All lines in the data below carrying the string "font" are to be located and copied.

* Data to use *
---*---
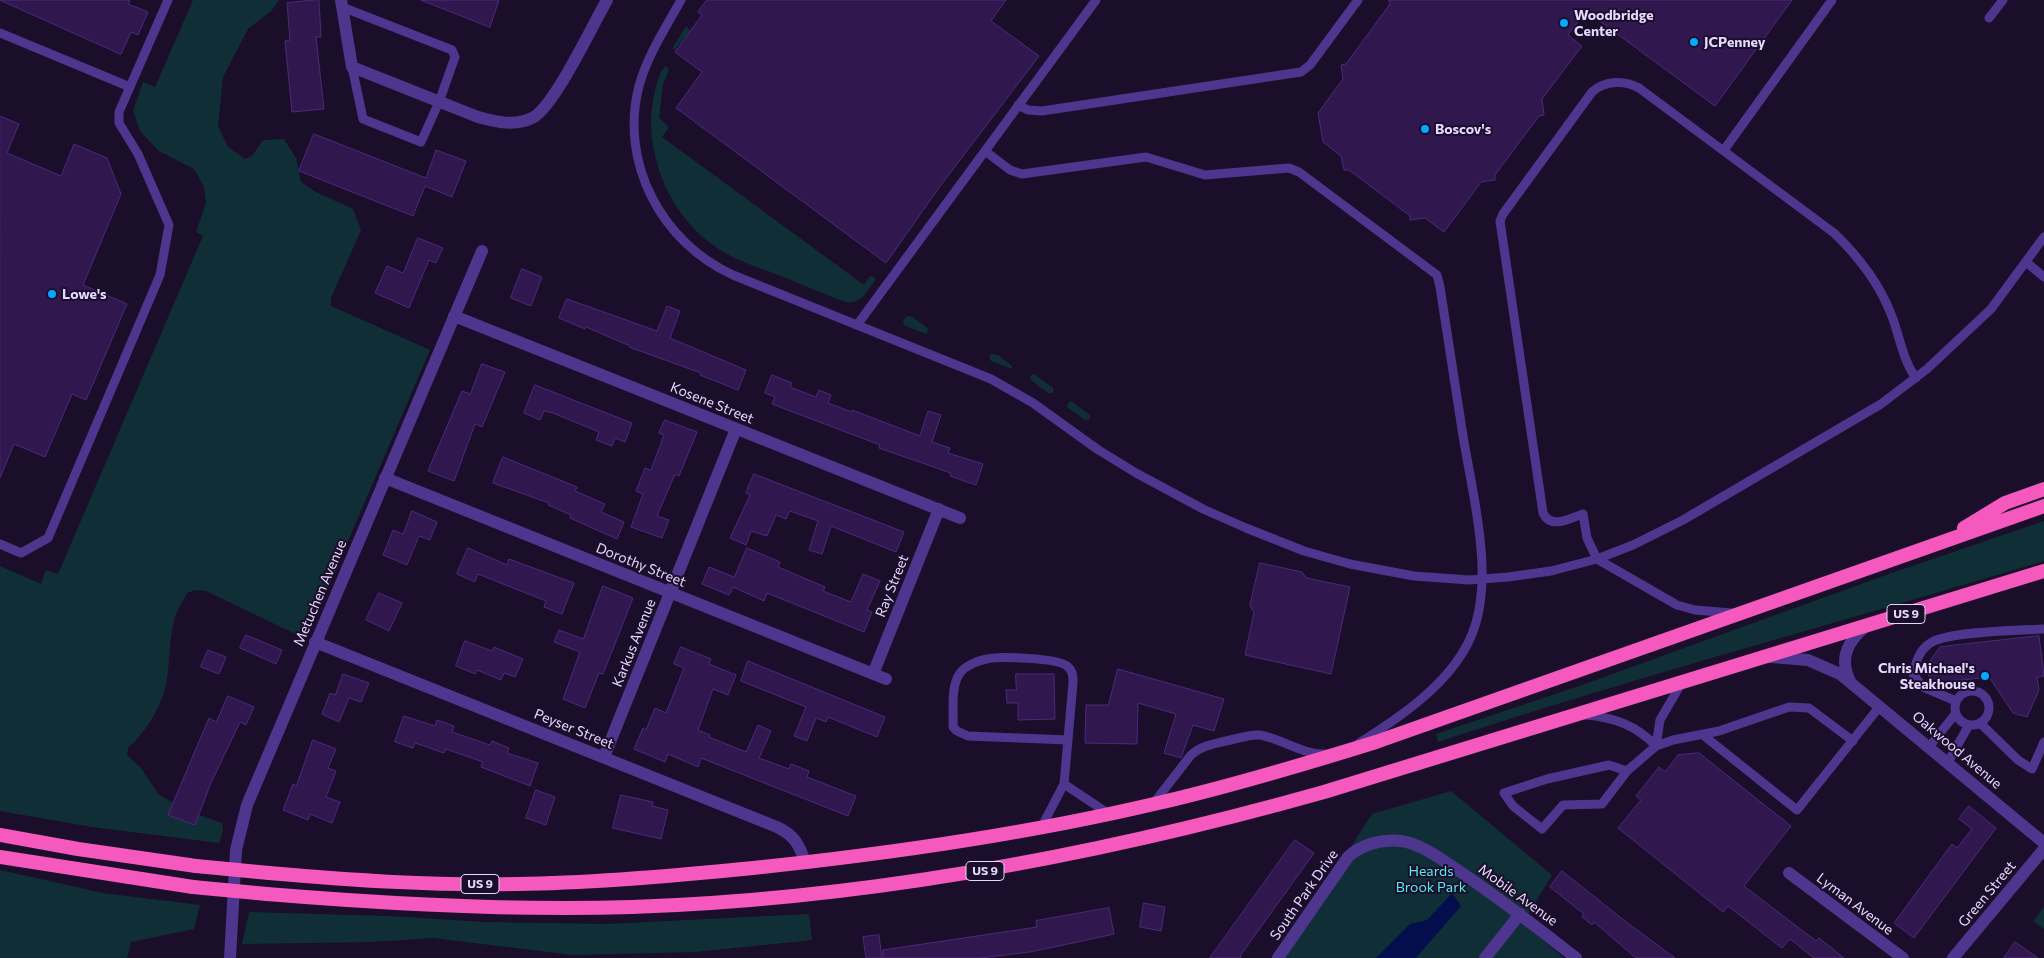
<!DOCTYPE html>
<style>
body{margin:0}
canvas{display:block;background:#1a0e2b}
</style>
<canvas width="2044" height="958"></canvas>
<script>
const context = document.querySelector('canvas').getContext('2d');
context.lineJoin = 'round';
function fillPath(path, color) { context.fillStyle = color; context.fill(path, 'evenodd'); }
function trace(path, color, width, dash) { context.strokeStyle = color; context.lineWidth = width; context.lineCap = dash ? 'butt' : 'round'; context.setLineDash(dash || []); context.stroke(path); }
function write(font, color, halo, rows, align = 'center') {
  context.font = font + ' Commissioner,sans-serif'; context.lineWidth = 4; context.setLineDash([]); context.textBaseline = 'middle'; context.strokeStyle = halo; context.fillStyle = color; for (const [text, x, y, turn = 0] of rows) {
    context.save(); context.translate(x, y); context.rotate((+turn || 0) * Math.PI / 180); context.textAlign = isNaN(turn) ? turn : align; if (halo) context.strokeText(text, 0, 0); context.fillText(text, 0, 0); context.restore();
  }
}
fillPath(new Path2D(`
 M193,0H279L272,10L248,29L223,77L218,126L228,147L245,159L252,156L263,140L284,139L296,158L301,182L314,191L353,209L361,230L331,298V306L430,350L306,639L206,591L195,590L187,593C182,602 176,612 174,621C169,640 170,660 167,679C163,705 147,731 128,748L127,755L141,768L159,795L193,813L222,823L223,831L219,843L92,827L0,811V566L41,584L46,570L58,574L203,236L196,232L206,203L204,187L194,169L159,151L140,131L133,111L143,82L155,87Z
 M686,26L690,31L674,50L673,47Z
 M666,66L669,70L663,84L659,118L669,127L662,137L864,285L870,276L875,277V280C867,291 861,305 845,302C824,294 803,285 781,276C764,269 745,264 729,255C679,228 651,175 651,119C652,107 656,72 666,66Z
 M907,316L913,317L928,329L927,334L905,326L903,321Z
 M991,354L998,355L1012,366V369L991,361L989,357Z
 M1034,374L1053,388V393H1048L1031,380L1030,376Z
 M1071,401L1090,415V419L1085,420L1067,407L1068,403Z
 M2044,521V561C1842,622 1638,676 1438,742L1436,734L1582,685L1886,575Z
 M1451,791L1552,875L1523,923L1564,958H1279L1372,814Z
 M0,870L103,893L200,905L194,929L131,942L127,958H0Z
 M2044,907V929L2033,921Z
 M249,912L388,916L484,922L606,924L809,914L812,940L696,952L573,955L433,938L372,942L242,944Z`), '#102e36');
fillPath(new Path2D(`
 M1452,893L1461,906L1416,958H1376L1410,924L1427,920Z`), '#050e4d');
const building = new Path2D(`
 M0,0H130L128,4L148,12L138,35L131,32L121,54Z
 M319,0L321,37H316L324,109L292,112L285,41L290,40L287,3Z
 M421,0H499L490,27Z
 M707,0H1006L991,21L1039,56L938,189L886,263L676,108L702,72L675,52L702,15L698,12Z
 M1389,0H1792L1715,106L1586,11L1568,35L1582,46L1542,99L1544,115L1539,116L1495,175V180L1481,182L1444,232L1425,218L1410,220V216L1349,170H1344L1341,156L1323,142L1318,113L1343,79L1341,65L1346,64L1390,4Z
 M0,116L19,124L7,153L61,176L74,144L107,158L121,194L83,285L127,304L86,400L72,394L45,457L14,444L0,478Z
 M314,134L426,178L436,150L466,161L452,197L425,186L413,216L299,171Z
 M418,238L443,248L436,263L429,260L409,308L375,293L387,266L403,273Z
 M522,269L542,277L531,306L511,298Z
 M567,299L657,331L667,306L680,311L670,338L746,370L738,390L700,375L701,373L629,347L630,346L586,327L585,329L559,318Z
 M482,364L505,372L482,427L475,424L454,481L428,471L462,391L470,394Z
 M772,375L792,383L790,387L816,397L819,390L831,395L828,403L852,412V410L920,436L928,411L941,415L932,442L950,448L948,453L983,464L976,485L950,476L951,473L879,448L880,445L772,404L775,397L765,393Z
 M535,385L632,423L625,442L615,438L612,446L596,440L599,432L553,413L544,411L540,420L524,413Z
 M665,420L697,432L679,476L675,474L657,516L669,520L662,538L631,527L643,494L636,491L645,468L651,470L664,435L659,433Z
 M503,457L577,487L575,491L605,504L601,512L624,522L617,539L570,518L571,515L548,505L549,503L493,483Z
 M754,474L904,532L896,552L831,526L822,554L809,550L818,521L790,511L786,519L776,515L767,536L751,531L746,545L730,538L750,495L746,493Z
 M412,511L437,522L430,540L419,536L407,565L383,555L393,530L403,534Z
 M468,548L507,565L509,559L574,583L562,614L544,607L546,601L478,574L475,582L457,574Z
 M747,548L780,562L778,567L825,587L823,591L851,602L863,574L880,581L867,610L872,612L864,632L767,593L764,601L733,587L729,595L702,584L709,567L734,577Z
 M1260,563L1302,572L1306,578L1350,587L1331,674L1245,655L1254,612L1250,606Z
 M603,586L633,598L603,674L599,673L585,708L563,699L580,652L554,642L559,630L583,639Z
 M379,593L402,603L389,631L366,620Z
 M246,635L282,650L276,664L240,648Z
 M2039,636L2044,676L2037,677L2039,690L2027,717L2013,713L1989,677L1936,683L1928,675L1929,662L1940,647Z
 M465,641L492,651L494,647L523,659L515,677L504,673L501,680L477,670L475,674L456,666Z
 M681,647L711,659L709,664L736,675L728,695L713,689L698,730L710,735L709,737L746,752L758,725L771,731L759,758L789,769L791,764L809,771L807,777L856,796L848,816L701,758L698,767L668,754L665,762L634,749L643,728L646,730L655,708L666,713L684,668L674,664Z
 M208,650L226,657L219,674L201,667Z
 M748,661L885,717L877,737L828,717L826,722L816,718L807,741L794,736L806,707L741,681Z
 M1118,669L1224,699L1214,731L1193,725L1181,758L1164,753L1176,714L1138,703L1137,744L1085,743L1086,705H1108Z
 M343,674L369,683L361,702L349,698L339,722L322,714L330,693L335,695Z
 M1016,674H1054L1055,719L1018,720V703H1007L1006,690H1016Z
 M228,696L254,707L246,725L240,722L210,785L195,825L168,815L209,718L216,722Z
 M404,716L435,726L437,720L454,726L452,732L490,745L492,741L509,748L507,753L538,763L530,786L481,767L483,762L446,749L444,753L415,743L413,748L395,742Z
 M313,740L336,749L328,768L336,771L326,797L340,802L332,823L310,814L308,820L283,810L293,784L296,786Z
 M1699,753L1791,826L1744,886L1816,941L1819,938L1844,958H1814L1790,939L1782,948L1728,906L1723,912L1618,828L1641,800L1636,796L1659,767L1665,772L1678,755Z
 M536,790L555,797L546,825L526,818Z
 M621,795L653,802L652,806L668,810L661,839L613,828Z
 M1969,806L1996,828L1914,938L1894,923L1952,844L1957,848L1972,829L1959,819Z
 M1295,840L1314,853L1240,956L1242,958H1210Z
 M1562,871L1625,921L1675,958H1636L1594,922L1592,925L1582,917L1584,914L1550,887Z
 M1144,903L1165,907L1161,931L1140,927Z
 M1109,908L1114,934L1073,943L1030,952L981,958H883V950L1037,927L1036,921Z
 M879,935L882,958H866L863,937Z
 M2015,942L2038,958H2004Z`);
fillPath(building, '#30184e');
trace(building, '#4d287c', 1);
trace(new Path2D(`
 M681,0C666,27 647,56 639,86C619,163 662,243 733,275L991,379L1033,403L1097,449L1136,473L1203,509L1246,528L1304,551L1350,564L1414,576L1469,580L1508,577L1551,571L1597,559L1633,545L1683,520L1881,404L1927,369L1991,309L2044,237
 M342,7L452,50L455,57L439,102L421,142L363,119L352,67
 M1989,18L2003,0
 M0,33L130,87
 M1018,105L1028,110L1042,111L1301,72L1310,65L1358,0
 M1724,150L1832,0
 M985,151L1010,170L1022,174L1146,157L1205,175L1289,168L1299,172L1437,275L1440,287C1448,337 1455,387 1463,436C1473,497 1497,584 1469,641C1448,685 1399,718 1359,743
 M2026,262L2044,277
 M857,325L1096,0
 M0,544L21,553L48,538L160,275L169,225L138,154L119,123V112L168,0
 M1732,613L1695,610L1677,605L1597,559L1587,538L1583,514C1570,518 1551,530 1543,513L1500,221L1503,214L1592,92C1605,80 1625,80 1639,88L1834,233C1857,255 1879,283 1891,314C1900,336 1902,359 1916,378
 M1955 708a17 17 0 1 1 34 0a17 17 0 1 1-34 0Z
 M1956,701L1923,687L1913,674C1916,662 1919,651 1929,644C1945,631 2022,630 2044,629
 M1585,715C1613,717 1636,725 1656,746L1660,720L1681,684
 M1980,723L2018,760L2032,769L2044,742
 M1703,735L1797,810L1880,706
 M1929,747L1956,713
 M1948,762L1969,725
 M1627,771L1609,765L1547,779L1504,793L1513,806L1542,829L1563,805L1602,804L1627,771L1656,746L1673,740L1719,731L1789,707L1809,708L1853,741
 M1064,784L1109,814
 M1153,804L1191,755C1201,746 1213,744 1226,741C1237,739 1249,734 1260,735C1283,739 1302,755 1326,754
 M1041,828L1064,784L1073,683C1073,676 1073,671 1067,666C1058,658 999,656 987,659C979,660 965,666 960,673C950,687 954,711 953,727L957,731L968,736L1068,740`), '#4e358e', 9);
trace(new Path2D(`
 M341,0L352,67L478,117C496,122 516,127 534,117C556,103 592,26 607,0
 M454,316L960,518
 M385,478L886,679
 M315,642L777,827C794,835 800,845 805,863
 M1771,657L1808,660L1840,674L2044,843
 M873,674L939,509
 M1850,681C1839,659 1847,642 1865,627
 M604,757L736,429
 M1789,873L1903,958
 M230,958L236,850L247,805L482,251
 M1278,958L1348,857C1362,844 1382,839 1401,841C1422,844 1442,860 1459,871C1499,898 1538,928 1576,958
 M1485,958L1520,914`), '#4e358e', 12);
trace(new Path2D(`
 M1953,958L2044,849`), '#4e358e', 12);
trace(new Path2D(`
 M1964,528L2005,503L2044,489
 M0,835L78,849L196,866
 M0,857L193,887
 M269,873C351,880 434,886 517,884C596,883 674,876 753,868C887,854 1022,835 1154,804C1229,787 1302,765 1376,742L2044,506
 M267,894C388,904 510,911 632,907C868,899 1097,856 1324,792L2044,571`), '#f559bd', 14);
trace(new Path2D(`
 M196,866L269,873
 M193,887L267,894`), '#f559bd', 14);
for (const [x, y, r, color] of [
 [1564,23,5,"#04a8ff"],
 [1694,42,5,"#04a8ff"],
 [1425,129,5,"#04a8ff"],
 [52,294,5,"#04a8ff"],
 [1985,676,5,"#04a8ff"]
]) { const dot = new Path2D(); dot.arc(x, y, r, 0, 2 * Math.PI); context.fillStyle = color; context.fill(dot); trace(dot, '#1a0e2b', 2); }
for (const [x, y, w] of [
 [1906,614,38],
 [985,871,38],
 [480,884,38]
]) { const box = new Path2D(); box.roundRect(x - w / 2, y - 9.5, w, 19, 4); context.fillStyle = '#1a0e2b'; context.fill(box); trace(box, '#e6d8ff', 1); }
write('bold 12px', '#e6d8ff', null, [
 ["US 9",1906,614],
 ["US 9",985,871],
 ["US 9",480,884]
]);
write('bold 14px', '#e6d8ff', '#1a0e2b', [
 ["Woodbridge",1574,15],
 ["Center",1574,31],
 ["JCPenney",1704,42],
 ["Boscov's",1435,129],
 ["Lowe's",62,294],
 ["Chris Michael's",1975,668,"right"],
 ["Steakhouse",1975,684,"right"]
], 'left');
write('14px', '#e6d8ff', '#1a0e2b', [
 ["Kosene Street",712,403,22],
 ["Dorothy Street",641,565,22],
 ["Ray Street",892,586,-68],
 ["Metuchen Avenue",320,593,-67],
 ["Karkus Avenue",634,643,-68],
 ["Peyser Street",574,729,22],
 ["Oakwood Avenue",1957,750,40],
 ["Green Street",1987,894,-50],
 ["South Park Drive",1304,895,-55],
 ["Mobile Avenue",1518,895,36],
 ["Lyman Avenue",1855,904,37]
]);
write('14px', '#57eceb', '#1a0e2b', [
 ["Heards",1431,871],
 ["Brook Park",1431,887]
]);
</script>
---*---
* Exercise response *
function write(font, color, halo, rows, align = 'center') {
  context.font = font + ' Commissioner,sans-serif'; context.lineWidth = 4; context.setLineDash([]); context.textBaseline = 'middle'; context.strokeStyle = halo; context.fillStyle = color; for (const [text, x, y, turn = 0] of rows) {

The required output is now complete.